# Description of the task
Filter out every line below that lacks "Condell", and copy the rest.

# Material for this exercise
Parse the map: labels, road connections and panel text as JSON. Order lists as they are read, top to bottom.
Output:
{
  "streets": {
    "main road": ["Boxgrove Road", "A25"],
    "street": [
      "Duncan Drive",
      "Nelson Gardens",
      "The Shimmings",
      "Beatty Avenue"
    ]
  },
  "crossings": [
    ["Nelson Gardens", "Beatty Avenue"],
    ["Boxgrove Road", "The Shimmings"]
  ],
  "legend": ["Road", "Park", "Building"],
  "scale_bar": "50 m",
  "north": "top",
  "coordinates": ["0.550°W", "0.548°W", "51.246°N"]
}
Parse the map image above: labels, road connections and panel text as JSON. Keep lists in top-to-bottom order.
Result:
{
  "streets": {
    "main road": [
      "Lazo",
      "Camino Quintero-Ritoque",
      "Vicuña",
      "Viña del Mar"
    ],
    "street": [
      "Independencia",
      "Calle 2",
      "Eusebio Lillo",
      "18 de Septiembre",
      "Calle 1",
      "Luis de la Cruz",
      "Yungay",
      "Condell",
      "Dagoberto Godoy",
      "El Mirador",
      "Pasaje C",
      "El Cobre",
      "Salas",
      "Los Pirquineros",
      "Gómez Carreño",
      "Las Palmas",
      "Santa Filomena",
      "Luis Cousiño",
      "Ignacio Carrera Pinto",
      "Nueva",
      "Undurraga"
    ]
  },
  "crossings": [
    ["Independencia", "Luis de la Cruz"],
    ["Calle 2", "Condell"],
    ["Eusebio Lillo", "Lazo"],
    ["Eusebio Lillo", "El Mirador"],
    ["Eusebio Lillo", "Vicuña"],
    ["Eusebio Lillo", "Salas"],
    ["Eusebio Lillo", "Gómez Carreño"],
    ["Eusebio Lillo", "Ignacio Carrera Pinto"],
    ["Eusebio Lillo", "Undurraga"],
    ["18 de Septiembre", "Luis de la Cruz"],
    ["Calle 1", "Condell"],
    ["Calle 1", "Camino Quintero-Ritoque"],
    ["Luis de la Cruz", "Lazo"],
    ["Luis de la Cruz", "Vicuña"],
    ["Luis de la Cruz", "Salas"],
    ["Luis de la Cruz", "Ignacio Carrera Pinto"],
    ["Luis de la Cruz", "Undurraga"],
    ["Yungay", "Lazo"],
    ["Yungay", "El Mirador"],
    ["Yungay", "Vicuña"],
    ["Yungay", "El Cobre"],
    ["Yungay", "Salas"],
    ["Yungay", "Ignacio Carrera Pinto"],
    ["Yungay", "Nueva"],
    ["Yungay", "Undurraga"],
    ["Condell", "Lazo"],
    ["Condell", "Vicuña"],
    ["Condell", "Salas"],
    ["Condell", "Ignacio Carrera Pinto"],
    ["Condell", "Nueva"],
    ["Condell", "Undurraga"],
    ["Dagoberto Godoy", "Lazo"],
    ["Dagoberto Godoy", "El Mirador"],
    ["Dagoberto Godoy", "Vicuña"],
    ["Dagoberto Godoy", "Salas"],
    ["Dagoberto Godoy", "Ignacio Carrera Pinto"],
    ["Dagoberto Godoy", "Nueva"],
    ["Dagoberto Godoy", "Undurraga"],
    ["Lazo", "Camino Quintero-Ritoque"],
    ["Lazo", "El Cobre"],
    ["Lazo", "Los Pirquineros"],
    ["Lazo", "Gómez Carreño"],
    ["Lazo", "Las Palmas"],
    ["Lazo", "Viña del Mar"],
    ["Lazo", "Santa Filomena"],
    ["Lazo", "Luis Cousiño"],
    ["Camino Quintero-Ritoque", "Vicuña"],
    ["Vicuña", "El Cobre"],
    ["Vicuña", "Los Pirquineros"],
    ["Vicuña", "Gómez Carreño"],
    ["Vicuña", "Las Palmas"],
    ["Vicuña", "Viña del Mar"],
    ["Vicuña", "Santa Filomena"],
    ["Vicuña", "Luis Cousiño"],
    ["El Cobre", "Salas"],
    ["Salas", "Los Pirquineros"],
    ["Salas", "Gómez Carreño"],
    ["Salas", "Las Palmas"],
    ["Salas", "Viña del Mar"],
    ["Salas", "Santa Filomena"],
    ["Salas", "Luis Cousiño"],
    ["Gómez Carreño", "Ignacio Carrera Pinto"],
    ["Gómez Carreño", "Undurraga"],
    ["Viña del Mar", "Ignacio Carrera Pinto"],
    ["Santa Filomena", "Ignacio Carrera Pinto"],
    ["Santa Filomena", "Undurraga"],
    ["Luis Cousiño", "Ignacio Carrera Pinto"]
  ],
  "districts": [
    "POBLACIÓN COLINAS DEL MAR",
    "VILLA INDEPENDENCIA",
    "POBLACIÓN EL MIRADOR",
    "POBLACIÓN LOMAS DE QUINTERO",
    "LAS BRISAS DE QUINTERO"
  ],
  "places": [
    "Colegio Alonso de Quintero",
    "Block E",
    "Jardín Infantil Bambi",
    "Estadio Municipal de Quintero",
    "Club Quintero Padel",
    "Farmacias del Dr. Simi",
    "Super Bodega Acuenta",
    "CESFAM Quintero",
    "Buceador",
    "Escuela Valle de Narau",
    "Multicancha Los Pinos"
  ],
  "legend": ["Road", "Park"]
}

# Result of the exercise
      "Condell",
    ["Calle 2", "Condell"],
    ["Calle 1", "Condell"],
    ["Condell", "Lazo"],
    ["Condell", "Vicuña"],
    ["Condell", "Salas"],
    ["Condell", "Ignacio Carrera Pinto"],
    ["Condell", "Nueva"],
    ["Condell", "Undurraga"],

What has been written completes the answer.